(Stored data entries)
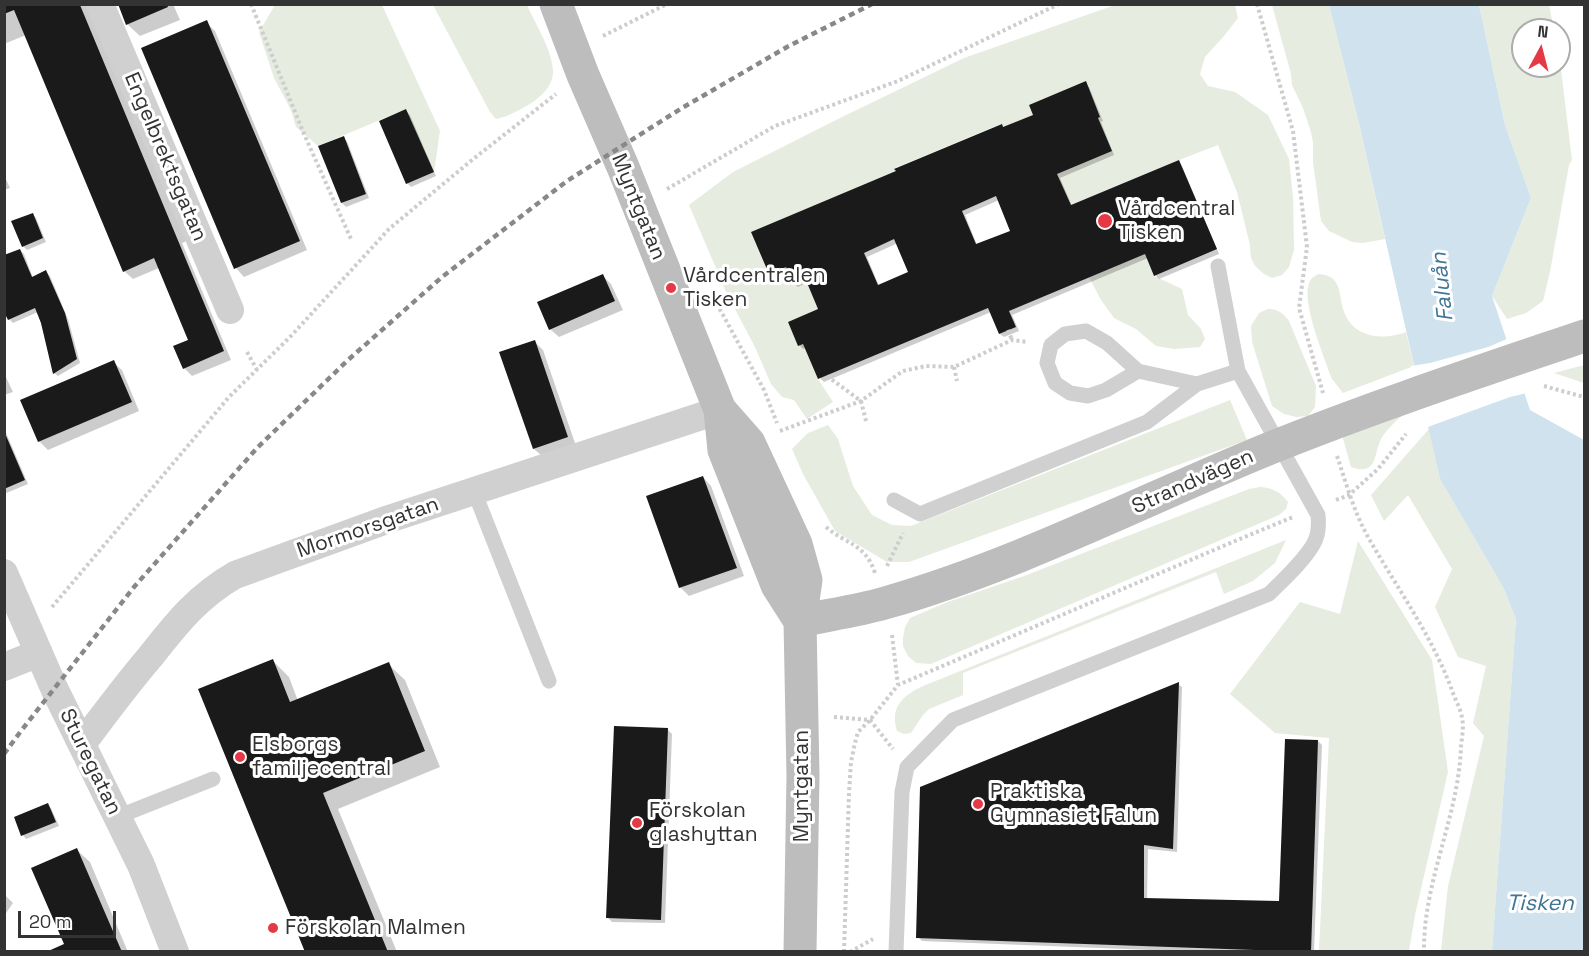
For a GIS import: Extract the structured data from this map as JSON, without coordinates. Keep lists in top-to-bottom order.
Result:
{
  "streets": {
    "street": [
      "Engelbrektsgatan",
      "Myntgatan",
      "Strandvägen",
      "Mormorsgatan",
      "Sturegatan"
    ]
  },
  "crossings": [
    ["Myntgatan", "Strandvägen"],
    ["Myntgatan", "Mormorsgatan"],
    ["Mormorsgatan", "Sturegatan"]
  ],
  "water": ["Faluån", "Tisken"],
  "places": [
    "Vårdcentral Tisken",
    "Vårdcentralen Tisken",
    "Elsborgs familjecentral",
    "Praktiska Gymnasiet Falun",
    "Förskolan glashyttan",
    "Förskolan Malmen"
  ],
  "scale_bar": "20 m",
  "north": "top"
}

WHAT THE TASK ASKS
Your task is an exact transcription of all the data, minus the pictures.

WRITTEN RESPONSE
For a GIS import: Extract the structured data from this map as JSON, without coordinates. Keep lists in top-to-bottom order.
Result:
{
  "streets": {
    "street": [
      "Engelbrektsgatan",
      "Myntgatan",
      "Strandvägen",
      "Mormorsgatan",
      "Sturegatan"
    ]
  },
  "crossings": [
    ["Myntgatan", "Strandvägen"],
    ["Myntgatan", "Mormorsgatan"],
    ["Mormorsgatan", "Sturegatan"]
  ],
  "water": ["Faluån", "Tisken"],
  "places": [
    "Vårdcentral Tisken",
    "Vårdcentralen Tisken",
    "Elsborgs familjecentral",
    "Praktiska Gymnasiet Falun",
    "Förskolan glashyttan",
    "Förskolan Malmen"
  ],
  "scale_bar": "20 m",
  "north": "top"
}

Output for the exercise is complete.